Jazz greats would continue to play the Hollywood Bowl over the next two decades, including Duke Ellington (1947), Peggy Lee (1953), and Nat “King” Cole (1954). In 1955, Leonard Bernstein hosted a “Jazz Symposium” as part of a Festival of the Americas that featured Billie Holiday, Dave Brubeck, and young jazz pianist André Previn.
If you had to pinpoint the exact moment that jazz arrived at the Bowl, however, a strong case could be made that it was Ella Fitzgerald and Louis Armstrong’s Bowl debut in August 1956. Legendary promoter Norman Granz produced the show, recorded it, and released it on a double album titled Jazz at the Hollywood Bowl.

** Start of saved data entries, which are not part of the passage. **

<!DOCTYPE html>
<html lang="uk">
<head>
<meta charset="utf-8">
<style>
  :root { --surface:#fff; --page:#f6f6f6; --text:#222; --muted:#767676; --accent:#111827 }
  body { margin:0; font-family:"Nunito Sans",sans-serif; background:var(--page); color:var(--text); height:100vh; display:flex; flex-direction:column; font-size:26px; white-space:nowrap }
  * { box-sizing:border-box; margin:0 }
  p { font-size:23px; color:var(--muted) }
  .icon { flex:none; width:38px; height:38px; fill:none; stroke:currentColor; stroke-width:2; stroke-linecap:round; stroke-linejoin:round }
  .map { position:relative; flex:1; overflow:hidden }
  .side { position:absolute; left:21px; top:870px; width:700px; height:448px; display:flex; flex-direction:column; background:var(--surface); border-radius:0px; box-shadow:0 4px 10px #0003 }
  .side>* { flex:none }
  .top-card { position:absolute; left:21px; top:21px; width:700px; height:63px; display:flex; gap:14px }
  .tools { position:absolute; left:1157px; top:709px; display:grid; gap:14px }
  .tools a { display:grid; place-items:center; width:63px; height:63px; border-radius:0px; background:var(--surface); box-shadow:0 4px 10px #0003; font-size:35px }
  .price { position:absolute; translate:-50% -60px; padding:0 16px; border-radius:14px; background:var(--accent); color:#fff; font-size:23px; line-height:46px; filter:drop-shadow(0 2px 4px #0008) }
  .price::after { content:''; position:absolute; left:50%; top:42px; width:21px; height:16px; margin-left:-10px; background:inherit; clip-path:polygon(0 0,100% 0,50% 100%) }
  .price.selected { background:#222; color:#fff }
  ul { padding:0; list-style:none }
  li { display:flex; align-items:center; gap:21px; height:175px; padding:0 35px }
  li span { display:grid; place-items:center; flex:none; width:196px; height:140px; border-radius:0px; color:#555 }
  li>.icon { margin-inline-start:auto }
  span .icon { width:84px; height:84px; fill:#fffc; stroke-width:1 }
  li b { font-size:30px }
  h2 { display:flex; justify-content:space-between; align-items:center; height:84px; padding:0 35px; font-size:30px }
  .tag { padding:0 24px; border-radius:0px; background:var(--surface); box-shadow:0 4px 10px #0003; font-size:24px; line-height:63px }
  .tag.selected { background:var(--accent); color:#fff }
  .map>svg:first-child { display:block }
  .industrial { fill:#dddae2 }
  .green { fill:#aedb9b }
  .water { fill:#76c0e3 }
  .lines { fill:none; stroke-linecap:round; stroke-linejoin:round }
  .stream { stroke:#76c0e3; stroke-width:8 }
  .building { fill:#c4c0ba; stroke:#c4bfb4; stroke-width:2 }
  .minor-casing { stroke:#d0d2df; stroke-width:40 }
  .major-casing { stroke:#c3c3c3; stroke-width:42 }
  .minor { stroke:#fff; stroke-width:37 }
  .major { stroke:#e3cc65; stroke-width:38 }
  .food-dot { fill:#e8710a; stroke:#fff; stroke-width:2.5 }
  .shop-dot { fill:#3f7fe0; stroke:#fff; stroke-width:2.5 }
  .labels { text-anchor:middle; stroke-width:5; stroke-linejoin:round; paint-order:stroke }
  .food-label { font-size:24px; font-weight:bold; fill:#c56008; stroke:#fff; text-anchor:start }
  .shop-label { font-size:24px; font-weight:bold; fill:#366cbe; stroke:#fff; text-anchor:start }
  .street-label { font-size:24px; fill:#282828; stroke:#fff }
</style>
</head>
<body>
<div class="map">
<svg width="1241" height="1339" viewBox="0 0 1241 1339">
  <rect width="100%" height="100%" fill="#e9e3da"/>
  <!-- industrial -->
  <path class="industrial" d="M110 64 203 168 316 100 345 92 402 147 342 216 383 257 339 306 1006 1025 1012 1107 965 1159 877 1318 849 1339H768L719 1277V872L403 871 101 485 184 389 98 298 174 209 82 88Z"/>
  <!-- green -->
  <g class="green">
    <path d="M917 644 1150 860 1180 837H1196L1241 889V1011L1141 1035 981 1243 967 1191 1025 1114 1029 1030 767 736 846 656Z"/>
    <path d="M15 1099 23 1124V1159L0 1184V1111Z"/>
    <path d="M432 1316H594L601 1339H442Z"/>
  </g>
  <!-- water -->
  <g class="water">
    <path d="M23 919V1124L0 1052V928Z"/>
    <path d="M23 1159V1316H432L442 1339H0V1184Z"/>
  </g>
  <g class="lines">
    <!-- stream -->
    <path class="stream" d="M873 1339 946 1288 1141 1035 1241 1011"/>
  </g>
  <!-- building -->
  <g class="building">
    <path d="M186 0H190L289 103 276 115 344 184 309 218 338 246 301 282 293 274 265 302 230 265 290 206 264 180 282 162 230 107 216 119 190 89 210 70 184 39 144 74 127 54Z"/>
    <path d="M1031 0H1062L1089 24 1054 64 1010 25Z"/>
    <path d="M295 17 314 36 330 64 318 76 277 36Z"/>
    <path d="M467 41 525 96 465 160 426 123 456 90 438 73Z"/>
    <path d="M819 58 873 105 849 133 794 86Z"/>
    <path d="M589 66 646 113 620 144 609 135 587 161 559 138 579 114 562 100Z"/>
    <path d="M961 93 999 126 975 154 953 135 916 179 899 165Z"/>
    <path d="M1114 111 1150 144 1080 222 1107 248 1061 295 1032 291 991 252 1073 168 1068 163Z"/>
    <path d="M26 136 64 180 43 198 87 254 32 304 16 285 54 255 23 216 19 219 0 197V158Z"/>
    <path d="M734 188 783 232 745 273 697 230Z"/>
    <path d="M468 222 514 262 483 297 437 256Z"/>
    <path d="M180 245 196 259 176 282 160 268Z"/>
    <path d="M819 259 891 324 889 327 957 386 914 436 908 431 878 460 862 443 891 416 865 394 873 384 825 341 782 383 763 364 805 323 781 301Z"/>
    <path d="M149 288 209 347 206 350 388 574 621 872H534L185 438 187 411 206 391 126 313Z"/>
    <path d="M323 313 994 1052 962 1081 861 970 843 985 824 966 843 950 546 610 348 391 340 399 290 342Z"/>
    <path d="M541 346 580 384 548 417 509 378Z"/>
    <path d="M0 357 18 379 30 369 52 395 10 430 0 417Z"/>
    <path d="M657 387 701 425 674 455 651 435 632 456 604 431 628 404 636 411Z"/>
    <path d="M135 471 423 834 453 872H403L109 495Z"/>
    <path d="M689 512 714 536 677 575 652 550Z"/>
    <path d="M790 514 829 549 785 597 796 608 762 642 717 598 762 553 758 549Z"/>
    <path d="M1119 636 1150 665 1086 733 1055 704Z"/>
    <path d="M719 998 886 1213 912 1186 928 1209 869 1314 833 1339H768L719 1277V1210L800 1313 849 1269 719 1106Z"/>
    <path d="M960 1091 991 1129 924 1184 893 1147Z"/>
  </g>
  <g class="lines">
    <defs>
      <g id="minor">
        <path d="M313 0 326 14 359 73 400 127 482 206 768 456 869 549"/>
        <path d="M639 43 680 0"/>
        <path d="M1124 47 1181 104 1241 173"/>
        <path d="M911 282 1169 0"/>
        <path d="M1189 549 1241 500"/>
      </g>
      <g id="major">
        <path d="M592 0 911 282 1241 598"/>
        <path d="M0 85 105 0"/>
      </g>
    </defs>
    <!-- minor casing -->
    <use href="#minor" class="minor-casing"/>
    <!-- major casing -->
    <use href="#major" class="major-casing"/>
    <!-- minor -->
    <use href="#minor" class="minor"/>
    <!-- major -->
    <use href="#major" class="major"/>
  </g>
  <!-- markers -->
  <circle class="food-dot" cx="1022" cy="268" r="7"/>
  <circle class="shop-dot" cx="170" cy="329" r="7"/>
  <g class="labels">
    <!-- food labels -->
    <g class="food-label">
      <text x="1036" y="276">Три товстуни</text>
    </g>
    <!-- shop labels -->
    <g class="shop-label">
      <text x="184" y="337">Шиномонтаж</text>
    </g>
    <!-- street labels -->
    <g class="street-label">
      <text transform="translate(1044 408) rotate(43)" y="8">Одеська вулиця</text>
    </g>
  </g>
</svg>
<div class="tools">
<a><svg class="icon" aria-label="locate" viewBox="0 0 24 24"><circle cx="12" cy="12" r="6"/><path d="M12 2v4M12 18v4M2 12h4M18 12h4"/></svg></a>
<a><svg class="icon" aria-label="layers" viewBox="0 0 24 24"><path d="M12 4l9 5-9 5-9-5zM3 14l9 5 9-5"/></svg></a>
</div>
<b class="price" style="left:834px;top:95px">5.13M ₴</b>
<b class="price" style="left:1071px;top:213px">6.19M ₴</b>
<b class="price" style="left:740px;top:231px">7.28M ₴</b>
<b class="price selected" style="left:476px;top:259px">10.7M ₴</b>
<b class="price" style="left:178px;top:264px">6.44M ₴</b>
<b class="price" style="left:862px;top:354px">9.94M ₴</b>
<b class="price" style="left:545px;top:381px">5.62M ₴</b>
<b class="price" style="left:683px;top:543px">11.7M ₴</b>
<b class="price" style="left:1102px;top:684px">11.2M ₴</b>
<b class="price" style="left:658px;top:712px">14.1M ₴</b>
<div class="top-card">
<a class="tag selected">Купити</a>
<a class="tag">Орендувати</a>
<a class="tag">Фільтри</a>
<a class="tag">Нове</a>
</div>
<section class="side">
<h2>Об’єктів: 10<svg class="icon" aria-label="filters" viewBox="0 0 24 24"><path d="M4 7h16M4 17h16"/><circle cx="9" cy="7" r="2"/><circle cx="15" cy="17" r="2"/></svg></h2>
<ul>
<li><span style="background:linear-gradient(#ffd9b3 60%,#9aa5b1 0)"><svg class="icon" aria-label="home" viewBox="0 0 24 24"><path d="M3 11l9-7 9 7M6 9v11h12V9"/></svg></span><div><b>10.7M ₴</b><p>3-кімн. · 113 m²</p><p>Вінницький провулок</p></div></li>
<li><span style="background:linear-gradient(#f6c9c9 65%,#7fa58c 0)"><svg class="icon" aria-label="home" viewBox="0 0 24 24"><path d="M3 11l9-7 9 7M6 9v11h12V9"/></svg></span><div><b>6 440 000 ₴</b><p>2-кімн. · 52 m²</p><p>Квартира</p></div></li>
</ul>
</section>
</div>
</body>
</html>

Norman Granz, Jazz Impresario:
"Of all the jazz concerts I have given, I can’t recall in any the quiet thrill I experienced when I looked across the water that separated the Hollywood Bowl shell in which the musicians were to play and the more than twenty thousand people who attended the concert. Suddenly I felt that after all the talk, and true talk it was, about ‘jazz and the smoke-filled rooms’ and jazz’s roots in the work fields and the brothels, it was wonderful that evening to see that jazz finally found a proper place for itself, a sort of new dimension, where it could move great masses of people emotionally, and in a way, beautifully and peacefully."
Playboy Jazz and Jazz at the Hollywood Bowl
Mirroring changes in tastes across the country, jazz’s popularity at the Hollywood Bowl began a slow decline in the 1970s. Pop shows had begun to outdraw jazz two to one or better, and jazz programming was slipping into the background.
That trend changed dramatically and suddenly on June 15, 1979, when George Wein and Hugh Hefner produced the first Playboy Jazz Festival at the Bowl.
Attendance was more than 28,000 over two days. Hefner and Wein proved that there was an audience – a large audience – for jazz in Los Angeles.
A lot of it has to do with the Bowl itself. I know very well that if I put the same concert on at another location in Los Angeles, it would draw less than half what it does at the Bowl. The Bowl has a mystique about it. Who knows why?
Hefner recognized at the time that “quite obviously, jazz is alive and well.” He and Wein turned the Playboy Jazz Festival into an annual tradition, which they produced until 2014, when the LA Phil took over presenting duties for the festival.
The success of Playboy Jazz inspired the LA Phil’s then General Manager Ernest Fleischmann to create a summer-long subscription series called Jazz at the Hollywood Bowl that began in 1980 and remains one of the venue’s most popular offerings. The list of perennial artists on the series read like a Who’s Who of jazz: Chick Corea, B. B. King, Ray Brown, Mel Tormé, Carmen McRae, Joe Williams, Dave Brubeck, Bill Evans, Herbie Hancock, Esperanza Spalding. From 1999 to 2001, the Clayton-Hamilton Jazz Orchestra served as the in-residence ensemble for the jazz series.
Since 2002, jazz at both the Bowl and Hall have been curated by Reeves, McBride and now Hancock. The LA Phil’s Vice President of Presentations Laura Connelly has worked with all three of them:
"Dianne Reeves was very familiar and involved when it came to vocalists and how we would use vocalists. Christian McBride, being a bass player, was always doing a gazillion sessions with all kinds of different people, so he had a really good perspective on a whole range of different ideas and could often underpin them because the bass is such an anchor. Herbie has such a different perspective again. He’s not necessarily focused on pianists, he’s more focused on emerging artists or broadening what jazz is. He doesn’t see jazz as siloed. It’s more about the branches of a tree."